[[ Exercise inputs, beginning ]]
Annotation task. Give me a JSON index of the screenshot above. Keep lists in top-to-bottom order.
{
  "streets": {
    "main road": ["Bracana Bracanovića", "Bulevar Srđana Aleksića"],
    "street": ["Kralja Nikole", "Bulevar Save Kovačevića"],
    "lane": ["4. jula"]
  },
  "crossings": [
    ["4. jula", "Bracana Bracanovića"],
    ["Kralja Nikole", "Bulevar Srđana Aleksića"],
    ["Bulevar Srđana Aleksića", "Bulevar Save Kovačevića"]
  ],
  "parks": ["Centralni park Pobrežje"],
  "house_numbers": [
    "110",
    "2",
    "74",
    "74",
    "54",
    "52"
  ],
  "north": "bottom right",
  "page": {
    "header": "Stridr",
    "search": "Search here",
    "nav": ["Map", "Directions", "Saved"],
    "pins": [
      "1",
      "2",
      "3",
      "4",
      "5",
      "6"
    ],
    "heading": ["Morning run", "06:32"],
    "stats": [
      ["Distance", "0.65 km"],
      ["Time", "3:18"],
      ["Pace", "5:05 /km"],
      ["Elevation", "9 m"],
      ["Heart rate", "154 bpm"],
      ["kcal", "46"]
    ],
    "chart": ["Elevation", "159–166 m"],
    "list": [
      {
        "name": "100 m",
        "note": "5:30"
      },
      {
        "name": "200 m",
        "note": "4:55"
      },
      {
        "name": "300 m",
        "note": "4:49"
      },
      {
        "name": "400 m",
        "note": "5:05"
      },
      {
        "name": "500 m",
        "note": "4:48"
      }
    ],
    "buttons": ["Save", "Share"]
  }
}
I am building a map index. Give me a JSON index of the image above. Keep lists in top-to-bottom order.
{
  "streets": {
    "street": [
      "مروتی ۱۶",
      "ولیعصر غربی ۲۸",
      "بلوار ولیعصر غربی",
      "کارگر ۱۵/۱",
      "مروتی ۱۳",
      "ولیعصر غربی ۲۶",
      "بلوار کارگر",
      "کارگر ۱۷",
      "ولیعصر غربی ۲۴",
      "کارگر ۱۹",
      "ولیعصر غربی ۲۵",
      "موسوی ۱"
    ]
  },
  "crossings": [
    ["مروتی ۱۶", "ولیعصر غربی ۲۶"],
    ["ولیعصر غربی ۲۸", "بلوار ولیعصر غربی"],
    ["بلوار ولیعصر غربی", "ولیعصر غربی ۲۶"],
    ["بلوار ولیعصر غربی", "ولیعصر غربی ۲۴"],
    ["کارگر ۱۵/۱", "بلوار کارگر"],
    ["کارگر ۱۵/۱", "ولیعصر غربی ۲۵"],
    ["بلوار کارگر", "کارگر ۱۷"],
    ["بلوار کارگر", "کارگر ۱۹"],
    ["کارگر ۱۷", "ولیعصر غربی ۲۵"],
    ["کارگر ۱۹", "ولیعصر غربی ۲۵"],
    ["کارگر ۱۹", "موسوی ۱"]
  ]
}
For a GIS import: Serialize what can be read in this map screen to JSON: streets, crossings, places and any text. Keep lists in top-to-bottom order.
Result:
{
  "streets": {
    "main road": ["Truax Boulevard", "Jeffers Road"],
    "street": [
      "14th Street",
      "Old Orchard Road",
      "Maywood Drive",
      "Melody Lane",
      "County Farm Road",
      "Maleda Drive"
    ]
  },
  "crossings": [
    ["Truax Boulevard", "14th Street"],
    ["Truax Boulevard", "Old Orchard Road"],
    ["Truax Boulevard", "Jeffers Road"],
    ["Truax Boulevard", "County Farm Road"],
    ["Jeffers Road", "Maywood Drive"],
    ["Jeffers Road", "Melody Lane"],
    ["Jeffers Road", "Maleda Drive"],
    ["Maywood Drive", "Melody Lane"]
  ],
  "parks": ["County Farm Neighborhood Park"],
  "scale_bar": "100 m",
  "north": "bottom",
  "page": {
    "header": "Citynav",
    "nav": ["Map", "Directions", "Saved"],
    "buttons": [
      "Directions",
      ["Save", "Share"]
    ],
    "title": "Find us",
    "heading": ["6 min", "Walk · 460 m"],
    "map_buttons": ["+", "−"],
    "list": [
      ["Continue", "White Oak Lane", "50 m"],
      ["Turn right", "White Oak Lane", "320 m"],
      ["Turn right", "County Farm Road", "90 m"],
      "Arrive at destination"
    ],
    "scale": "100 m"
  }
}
[[ Exercise inputs, end ]]
## [Directions]
Your task is to show every line of the listing above containing "غربی".

## [Written answer]
      "ولیعصر غربی ۲۸",
      "بلوار ولیعصر غربی",
      "ولیعصر غربی ۲۶",
      "ولیعصر غربی ۲۴",
      "ولیعصر غربی ۲۵",
    ["مروتی ۱۶", "ولیعصر غربی ۲۶"],
    ["ولیعصر غربی ۲۸", "بلوار ولیعصر غربی"],
    ["بلوار ولیعصر غربی", "ولیعصر غربی ۲۶"],
    ["بلوار ولیعصر غربی", "ولیعصر غربی ۲۴"],
    ["کارگر ۱۵/۱", "ولیعصر غربی ۲۵"],
    ["کارگر ۱۷", "ولیعصر غربی ۲۵"],
    ["کارگر ۱۹", "ولیعصر غربی ۲۵"],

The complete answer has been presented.